## TO DO
Collect all lines containing the word "university" from the data.

Content starts

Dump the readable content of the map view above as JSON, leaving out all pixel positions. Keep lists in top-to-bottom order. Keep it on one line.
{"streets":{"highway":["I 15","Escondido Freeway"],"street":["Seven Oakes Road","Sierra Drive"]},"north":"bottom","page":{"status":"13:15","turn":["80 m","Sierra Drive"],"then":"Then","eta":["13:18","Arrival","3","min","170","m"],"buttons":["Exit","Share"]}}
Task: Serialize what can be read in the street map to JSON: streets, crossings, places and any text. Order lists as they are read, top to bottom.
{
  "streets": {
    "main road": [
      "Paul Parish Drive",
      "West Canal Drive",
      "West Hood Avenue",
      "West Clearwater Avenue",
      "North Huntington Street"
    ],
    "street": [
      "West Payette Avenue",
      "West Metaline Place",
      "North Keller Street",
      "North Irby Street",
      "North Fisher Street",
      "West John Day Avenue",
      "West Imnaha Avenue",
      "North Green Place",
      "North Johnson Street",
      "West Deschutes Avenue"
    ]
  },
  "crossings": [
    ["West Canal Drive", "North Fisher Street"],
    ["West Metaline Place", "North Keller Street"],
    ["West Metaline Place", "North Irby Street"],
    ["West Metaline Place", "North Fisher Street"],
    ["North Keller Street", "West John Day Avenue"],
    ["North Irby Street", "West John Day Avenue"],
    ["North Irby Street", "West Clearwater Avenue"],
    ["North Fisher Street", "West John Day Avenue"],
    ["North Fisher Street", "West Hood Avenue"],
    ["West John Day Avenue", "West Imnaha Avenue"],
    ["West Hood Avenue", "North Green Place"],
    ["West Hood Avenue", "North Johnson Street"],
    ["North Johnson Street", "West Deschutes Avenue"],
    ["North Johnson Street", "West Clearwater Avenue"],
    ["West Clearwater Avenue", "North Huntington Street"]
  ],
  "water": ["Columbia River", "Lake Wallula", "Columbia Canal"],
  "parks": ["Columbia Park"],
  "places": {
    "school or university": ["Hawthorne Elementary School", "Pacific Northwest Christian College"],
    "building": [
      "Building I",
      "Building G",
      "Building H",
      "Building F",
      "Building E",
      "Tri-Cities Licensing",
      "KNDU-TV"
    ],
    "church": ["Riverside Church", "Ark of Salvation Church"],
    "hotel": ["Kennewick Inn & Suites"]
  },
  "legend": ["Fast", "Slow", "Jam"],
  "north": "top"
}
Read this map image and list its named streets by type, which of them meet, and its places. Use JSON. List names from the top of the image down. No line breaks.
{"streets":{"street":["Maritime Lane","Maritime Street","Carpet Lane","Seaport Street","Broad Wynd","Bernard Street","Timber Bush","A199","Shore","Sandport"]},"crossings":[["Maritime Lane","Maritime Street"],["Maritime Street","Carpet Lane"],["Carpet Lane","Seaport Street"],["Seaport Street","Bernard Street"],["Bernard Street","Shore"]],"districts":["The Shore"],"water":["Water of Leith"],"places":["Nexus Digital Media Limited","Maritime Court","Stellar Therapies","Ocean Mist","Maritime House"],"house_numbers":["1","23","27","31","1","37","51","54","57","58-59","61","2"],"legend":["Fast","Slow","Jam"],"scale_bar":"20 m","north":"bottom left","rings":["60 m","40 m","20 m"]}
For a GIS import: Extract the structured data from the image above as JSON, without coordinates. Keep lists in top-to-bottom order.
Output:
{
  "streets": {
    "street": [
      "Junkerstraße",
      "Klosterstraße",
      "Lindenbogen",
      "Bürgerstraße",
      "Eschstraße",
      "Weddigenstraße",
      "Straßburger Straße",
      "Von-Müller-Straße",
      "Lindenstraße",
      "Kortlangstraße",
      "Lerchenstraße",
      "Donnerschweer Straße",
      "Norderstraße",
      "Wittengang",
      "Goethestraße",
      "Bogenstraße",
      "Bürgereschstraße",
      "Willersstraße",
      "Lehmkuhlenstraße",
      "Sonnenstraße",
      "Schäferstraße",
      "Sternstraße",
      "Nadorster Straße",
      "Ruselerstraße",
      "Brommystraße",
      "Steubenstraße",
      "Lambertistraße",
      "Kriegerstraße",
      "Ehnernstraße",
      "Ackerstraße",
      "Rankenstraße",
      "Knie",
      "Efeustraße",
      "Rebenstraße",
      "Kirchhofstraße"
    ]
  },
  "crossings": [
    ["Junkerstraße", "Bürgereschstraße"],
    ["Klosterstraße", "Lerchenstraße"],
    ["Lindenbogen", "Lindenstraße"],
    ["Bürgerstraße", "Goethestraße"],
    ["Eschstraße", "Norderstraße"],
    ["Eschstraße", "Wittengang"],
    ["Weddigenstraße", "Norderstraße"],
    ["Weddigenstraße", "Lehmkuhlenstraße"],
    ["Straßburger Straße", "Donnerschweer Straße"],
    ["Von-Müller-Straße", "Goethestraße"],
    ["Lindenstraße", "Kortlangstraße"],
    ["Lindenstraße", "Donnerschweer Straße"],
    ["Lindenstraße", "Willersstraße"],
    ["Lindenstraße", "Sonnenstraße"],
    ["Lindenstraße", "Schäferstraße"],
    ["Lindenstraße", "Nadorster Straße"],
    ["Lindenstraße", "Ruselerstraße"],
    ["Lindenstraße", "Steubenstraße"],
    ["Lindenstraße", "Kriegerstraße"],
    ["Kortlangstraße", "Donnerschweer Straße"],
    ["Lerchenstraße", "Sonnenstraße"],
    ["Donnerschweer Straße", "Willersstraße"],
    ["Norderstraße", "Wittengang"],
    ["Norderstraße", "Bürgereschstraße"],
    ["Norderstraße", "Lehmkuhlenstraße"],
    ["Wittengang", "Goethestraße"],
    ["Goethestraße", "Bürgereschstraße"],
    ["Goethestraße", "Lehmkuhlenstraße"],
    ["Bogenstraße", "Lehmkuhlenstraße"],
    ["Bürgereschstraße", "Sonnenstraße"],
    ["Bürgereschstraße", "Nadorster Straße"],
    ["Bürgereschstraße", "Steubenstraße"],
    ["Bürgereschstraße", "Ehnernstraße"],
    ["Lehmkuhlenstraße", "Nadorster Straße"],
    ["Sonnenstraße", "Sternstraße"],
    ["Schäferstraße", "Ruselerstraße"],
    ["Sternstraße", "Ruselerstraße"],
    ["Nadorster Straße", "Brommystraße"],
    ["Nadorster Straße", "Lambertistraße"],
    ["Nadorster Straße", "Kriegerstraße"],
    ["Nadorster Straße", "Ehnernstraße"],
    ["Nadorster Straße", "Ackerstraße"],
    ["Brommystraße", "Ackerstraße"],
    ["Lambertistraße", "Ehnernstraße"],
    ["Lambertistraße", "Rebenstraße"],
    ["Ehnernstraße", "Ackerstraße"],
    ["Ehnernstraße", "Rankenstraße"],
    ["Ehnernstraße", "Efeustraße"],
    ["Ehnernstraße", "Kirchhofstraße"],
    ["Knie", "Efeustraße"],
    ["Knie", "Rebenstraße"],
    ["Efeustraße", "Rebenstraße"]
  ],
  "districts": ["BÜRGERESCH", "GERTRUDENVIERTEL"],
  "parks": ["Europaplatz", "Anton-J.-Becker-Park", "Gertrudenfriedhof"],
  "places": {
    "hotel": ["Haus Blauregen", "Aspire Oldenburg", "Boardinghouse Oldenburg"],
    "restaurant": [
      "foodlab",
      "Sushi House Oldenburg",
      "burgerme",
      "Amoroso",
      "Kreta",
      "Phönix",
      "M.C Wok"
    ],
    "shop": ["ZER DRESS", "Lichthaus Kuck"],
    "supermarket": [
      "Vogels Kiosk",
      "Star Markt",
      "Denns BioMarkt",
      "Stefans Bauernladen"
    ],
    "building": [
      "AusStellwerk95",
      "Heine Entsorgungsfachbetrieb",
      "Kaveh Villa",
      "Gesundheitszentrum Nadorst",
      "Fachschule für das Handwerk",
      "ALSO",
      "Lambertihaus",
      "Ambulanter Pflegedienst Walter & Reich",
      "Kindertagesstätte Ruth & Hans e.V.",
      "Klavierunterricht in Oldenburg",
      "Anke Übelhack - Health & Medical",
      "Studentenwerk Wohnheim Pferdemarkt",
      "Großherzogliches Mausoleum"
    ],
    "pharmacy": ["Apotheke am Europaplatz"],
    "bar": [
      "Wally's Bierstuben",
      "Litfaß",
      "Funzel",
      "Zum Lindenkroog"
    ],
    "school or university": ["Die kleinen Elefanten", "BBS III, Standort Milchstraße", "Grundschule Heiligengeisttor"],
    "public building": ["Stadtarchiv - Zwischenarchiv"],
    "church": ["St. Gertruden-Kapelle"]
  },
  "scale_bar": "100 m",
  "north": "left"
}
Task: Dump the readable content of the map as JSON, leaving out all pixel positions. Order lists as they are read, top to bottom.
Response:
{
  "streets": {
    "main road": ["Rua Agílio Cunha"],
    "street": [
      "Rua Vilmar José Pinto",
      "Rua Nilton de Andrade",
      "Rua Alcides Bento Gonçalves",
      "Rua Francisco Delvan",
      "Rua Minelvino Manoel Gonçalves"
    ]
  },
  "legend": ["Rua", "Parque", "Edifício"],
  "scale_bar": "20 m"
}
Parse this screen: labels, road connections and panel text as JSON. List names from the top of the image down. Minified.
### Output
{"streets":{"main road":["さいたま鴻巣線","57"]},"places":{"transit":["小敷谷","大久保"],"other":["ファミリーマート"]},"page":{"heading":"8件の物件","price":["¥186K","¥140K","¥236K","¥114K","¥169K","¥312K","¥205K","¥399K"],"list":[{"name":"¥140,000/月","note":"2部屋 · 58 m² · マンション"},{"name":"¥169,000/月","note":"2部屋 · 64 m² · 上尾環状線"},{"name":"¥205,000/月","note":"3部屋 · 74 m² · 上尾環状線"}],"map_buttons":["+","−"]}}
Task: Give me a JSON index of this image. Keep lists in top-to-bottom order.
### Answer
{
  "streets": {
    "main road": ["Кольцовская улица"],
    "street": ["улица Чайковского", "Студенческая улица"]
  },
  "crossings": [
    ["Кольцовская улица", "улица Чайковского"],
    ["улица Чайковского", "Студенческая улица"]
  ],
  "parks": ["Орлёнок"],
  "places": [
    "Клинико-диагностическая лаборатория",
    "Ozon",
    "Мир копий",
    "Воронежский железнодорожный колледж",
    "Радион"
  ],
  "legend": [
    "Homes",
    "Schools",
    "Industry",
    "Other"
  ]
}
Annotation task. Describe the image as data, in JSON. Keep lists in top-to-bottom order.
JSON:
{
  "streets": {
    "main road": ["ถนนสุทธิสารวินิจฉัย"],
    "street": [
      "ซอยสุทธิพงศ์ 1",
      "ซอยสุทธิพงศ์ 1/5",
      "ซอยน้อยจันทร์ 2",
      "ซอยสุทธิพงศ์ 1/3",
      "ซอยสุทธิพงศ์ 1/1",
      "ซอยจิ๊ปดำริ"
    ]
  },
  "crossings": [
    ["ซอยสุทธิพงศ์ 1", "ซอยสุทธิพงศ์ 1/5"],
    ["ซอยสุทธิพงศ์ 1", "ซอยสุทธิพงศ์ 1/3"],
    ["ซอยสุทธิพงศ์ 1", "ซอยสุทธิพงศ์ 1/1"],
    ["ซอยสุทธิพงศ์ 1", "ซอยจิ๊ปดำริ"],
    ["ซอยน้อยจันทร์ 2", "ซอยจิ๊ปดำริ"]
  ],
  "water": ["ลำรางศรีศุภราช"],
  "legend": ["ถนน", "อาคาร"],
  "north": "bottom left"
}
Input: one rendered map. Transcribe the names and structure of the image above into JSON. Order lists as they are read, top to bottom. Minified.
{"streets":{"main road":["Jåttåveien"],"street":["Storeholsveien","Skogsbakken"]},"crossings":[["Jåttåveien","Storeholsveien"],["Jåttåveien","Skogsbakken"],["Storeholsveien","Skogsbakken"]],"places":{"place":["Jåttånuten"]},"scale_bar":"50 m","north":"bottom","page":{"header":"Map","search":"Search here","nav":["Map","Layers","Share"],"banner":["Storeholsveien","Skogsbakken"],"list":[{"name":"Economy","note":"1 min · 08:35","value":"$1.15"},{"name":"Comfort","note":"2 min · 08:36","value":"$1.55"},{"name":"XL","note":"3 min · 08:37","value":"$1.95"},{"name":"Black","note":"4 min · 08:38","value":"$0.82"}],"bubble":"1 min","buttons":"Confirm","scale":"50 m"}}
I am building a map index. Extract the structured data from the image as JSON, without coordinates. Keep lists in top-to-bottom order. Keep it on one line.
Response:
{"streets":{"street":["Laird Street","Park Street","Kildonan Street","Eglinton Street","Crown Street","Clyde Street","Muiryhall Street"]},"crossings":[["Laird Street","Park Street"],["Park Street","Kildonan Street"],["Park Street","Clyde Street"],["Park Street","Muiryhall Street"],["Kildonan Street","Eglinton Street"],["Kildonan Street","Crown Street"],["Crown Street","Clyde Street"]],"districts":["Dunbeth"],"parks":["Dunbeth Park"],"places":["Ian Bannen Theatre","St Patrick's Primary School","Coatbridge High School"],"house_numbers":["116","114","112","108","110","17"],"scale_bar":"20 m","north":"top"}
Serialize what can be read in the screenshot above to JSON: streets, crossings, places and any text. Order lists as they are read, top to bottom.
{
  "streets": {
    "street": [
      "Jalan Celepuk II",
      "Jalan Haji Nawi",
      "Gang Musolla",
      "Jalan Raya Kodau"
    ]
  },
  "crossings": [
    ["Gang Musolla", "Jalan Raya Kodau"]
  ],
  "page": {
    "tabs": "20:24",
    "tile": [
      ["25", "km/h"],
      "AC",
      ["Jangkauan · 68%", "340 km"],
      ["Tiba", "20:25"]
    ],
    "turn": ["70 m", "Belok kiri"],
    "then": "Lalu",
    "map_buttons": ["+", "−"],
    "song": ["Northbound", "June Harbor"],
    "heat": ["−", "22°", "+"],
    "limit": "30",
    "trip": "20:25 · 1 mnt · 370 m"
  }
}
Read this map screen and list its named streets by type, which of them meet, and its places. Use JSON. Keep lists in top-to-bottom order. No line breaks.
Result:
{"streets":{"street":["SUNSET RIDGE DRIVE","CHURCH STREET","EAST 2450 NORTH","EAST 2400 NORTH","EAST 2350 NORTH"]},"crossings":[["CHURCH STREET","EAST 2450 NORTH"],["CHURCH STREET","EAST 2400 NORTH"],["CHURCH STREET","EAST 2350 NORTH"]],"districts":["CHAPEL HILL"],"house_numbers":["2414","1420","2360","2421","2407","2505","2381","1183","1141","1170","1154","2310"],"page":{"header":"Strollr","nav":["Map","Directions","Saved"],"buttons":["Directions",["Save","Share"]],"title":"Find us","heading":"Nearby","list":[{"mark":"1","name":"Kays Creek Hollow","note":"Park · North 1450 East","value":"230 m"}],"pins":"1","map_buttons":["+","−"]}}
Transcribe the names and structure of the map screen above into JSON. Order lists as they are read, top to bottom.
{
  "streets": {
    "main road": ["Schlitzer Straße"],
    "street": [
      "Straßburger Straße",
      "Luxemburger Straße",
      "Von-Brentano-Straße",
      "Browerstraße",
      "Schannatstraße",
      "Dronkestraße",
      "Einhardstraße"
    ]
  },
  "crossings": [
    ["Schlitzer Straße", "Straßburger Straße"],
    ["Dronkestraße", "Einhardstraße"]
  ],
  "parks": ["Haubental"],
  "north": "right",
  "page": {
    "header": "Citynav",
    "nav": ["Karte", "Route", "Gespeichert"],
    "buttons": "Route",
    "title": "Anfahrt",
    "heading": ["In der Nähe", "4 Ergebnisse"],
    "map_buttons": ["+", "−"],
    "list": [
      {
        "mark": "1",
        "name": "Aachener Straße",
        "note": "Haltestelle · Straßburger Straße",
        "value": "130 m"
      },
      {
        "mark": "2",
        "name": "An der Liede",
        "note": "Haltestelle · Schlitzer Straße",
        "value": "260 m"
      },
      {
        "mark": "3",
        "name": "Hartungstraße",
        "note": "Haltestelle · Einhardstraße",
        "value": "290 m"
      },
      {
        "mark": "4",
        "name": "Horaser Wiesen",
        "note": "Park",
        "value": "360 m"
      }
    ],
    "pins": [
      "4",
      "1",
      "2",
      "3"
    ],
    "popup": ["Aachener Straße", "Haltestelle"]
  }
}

Content ends

## WRITTEN RESPONSE
    "school or university": ["Hawthorne Elementary School", "Pacific Northwest Christian College"],
    "school or university": ["Die kleinen Elefanten", "BBS III, Standort Milchstraße", "Grundschule Heiligengeisttor"],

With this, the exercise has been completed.